Richardson v. Bohney
Decision Date | 17 June 1910 |
Parties | GEORGE A. RICHARDSON, Respondent, v. JOSEPH D. BOHNEY et al., Appellants |
Court | Idaho Supreme Court |
TRANSCRIPT-MOTION TO STRIKE AND SUBSTITUTE-PRINTING TRANSCRIPT-RULES OF COURT-APPEAL FROM ORDER-AMENDMENT OF ORDER AFTER APPEAL-JURISDICTION OF COURT.
(Syllabus by the court.)
1. It is the duty of counsel to have their transcripts on appeal printed in accordance with the rules of the court.
2. After an order refusing to settle a bill of exceptions has been appealed from, it is then too late for the trial court to amend such order, as it loses jurisdiction in the matter when the appeal is taken.

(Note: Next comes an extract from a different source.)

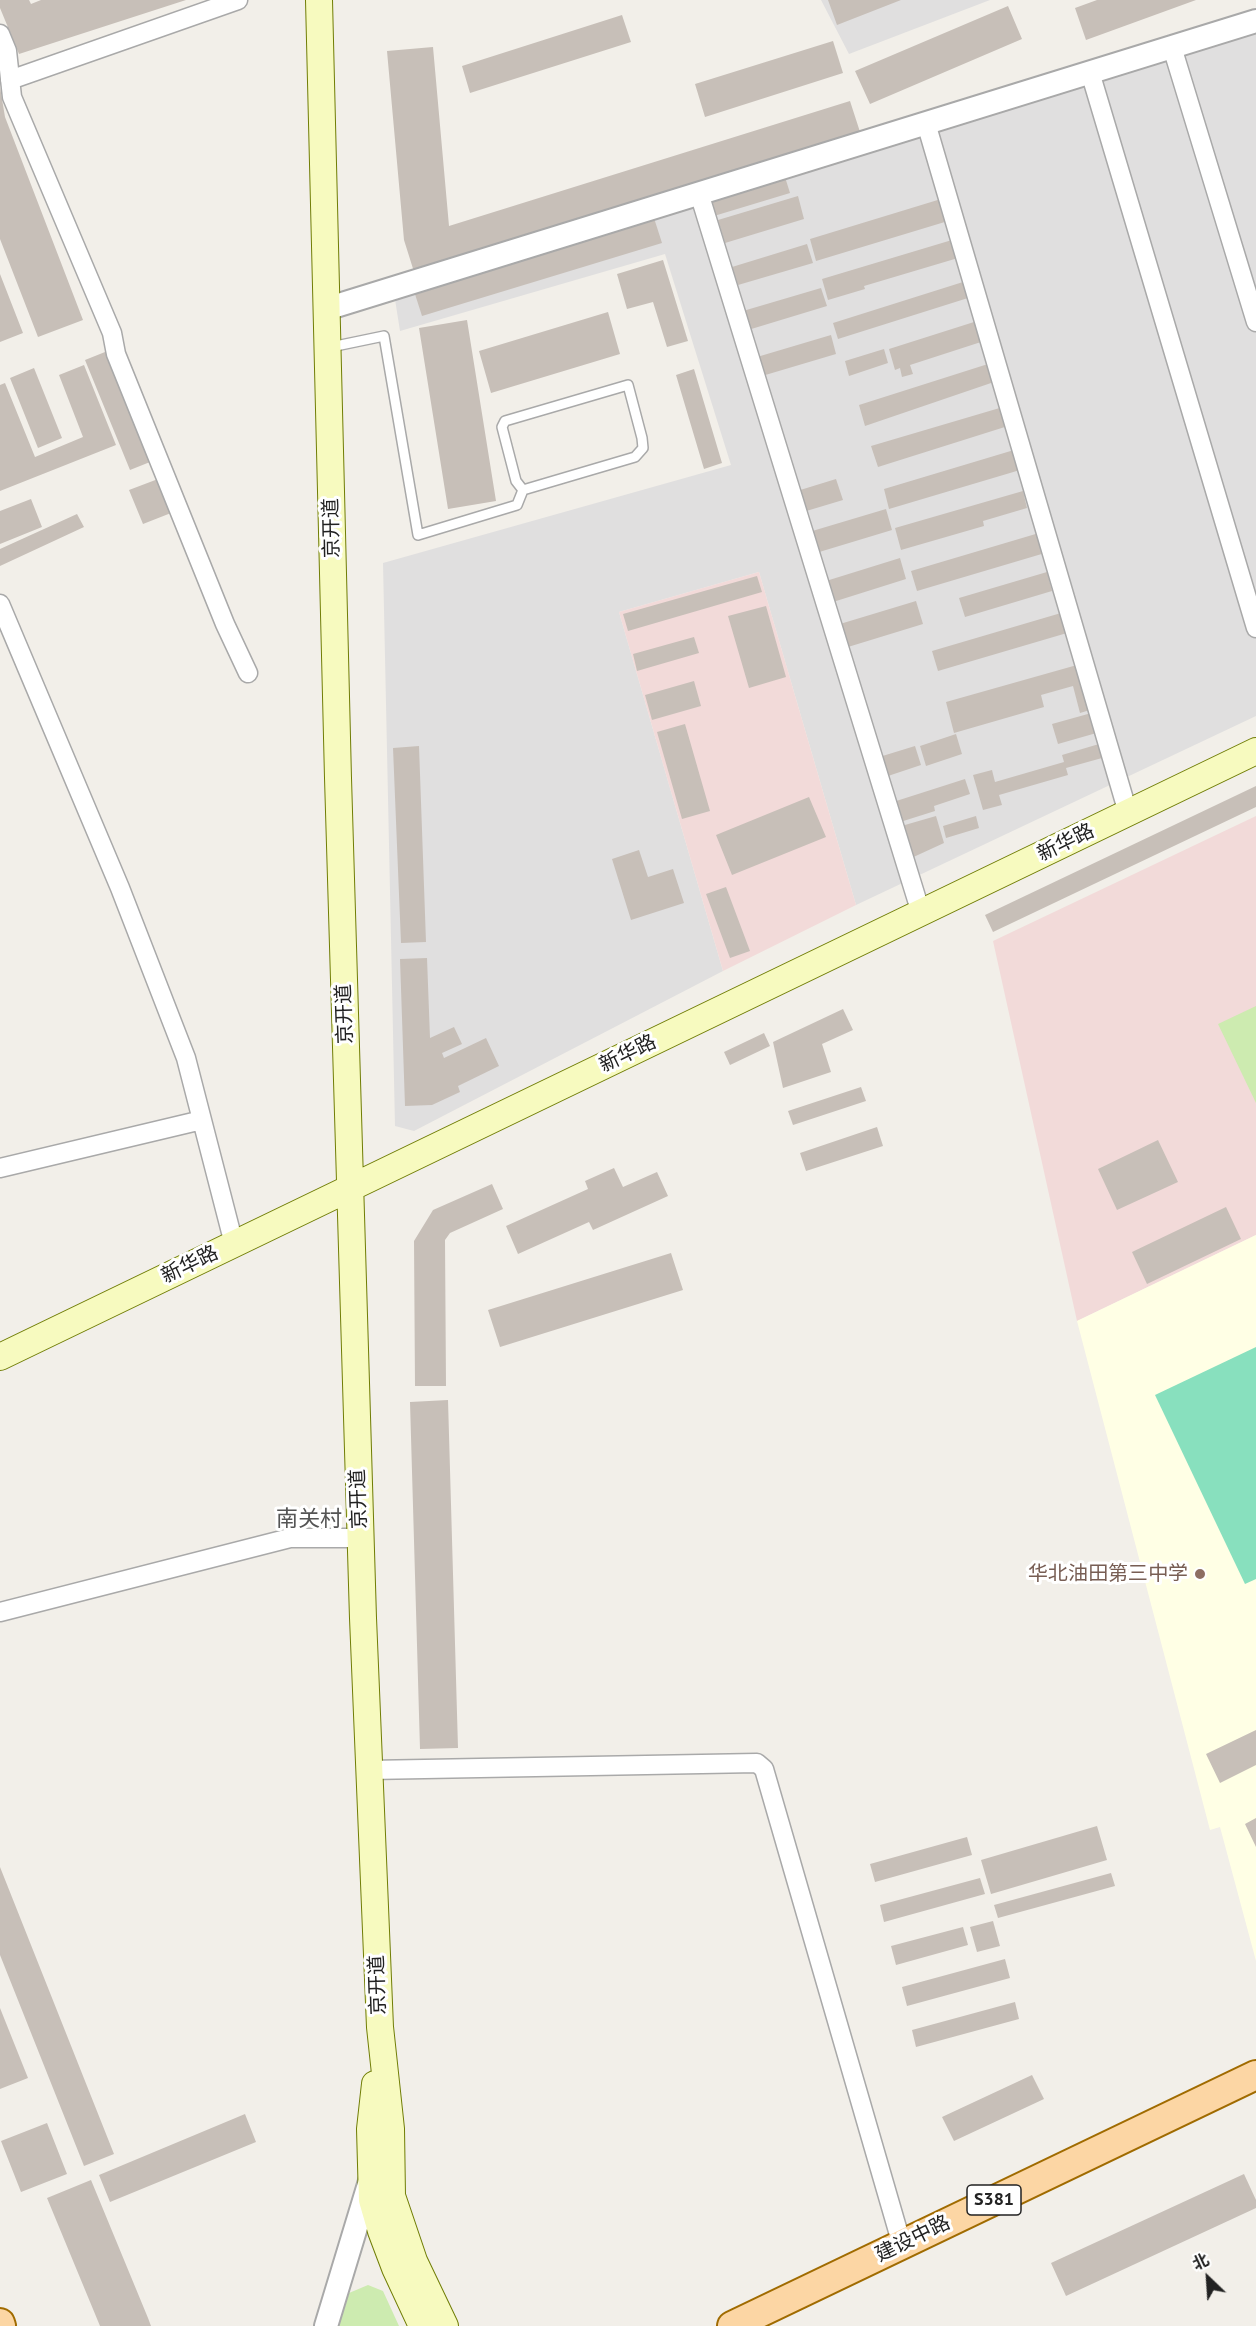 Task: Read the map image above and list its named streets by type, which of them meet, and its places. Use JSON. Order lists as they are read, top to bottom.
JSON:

In such case a motion to substitute an amended order for the original will be denied.
3. The preparation and settlement of a statement or bill of exceptions is a proceeding within the meaning of the term "proceeding" as used in sec. 4229, Rev. Codes.
4. Where application is made to the court to settle a bill of exceptions after the time has expired for serving the same on the ground of mistake, inadvertence or excusable neglect and the court finds that the bill was not served in time by reason of mistake, inadvertence, surprise or excusable neglect, it is the duty of the court to grant relief from such default.
5. Where an appeal is taken from an order, the trial court has no jurisdiction to change or correct such order after the appeal therefrom has been taken, at least until the case is remanded and jurisdiction is again obtained.
APPEAL from the District Court of the Sixth Judicial District, for Fremont County. Hon. J. M. Stevens, Judge.
Application to have a bill of exceptions settled. Denied. Reversed.
Reversed and remanded. Costs awarded to the appellant.
J. D Millsaps, for Appellants.
A bill of exceptions is a proceeding within the meaning of sec. 4229, Rev. Codes, which is identical with sec. 473, Code of Civil Procedure of Cal.
Soule & Soule, for Respondent.
If the time for the preparation and service of a bill of exceptions has expired, the court has lost jurisdiction to extend that time, and it cannot under any circumstances be extended. (Sandstrom v. Smith, 11 Idaho 779, 84 P. 1060; Hoehnan v. New York Drygoods Co., 8 Idaho 66, 67 P. 796; Simpson v. Pioneer Irr. Dist., 17 Idaho 435, 106 P. 1.)
Ignorance of the law is no excuse. The courts in the following cases refused to relieve laymen from a condition caused by ignorance of law. Why, then, relieve a member of the bar? (Chase v. Swain, 9 Cal. 130; Dusy v. Prudom, 95 Cal. 646, 30 P. 798; Harper v. Mallory, 4 Nev. 447; Chaffin v. Fulkerson, 95 Ky. 277, 24 S.W. 1066; Beekman v. Franker, 3 Caines, 95; Abrams v. Virginia F. Ins. Co., 93 N.C. 60; Sherman v. Jorgenson, 106 Cal. 483, 39 P. 863.)
When it subsequently is made to appear to the trial court that an order has been made or entered which does not correctly state his decision, he has authority to correct it. (Whitney v. Superior Court, 147 Cal. 536, 82 P. 37; O'Brien v. O'Brien, 124 Cal. 422, 57 P. 225; Canadian A. M. & T. Co. v. Clarita L. & L. Co., 140 Cal. 672, 74 P. 301.)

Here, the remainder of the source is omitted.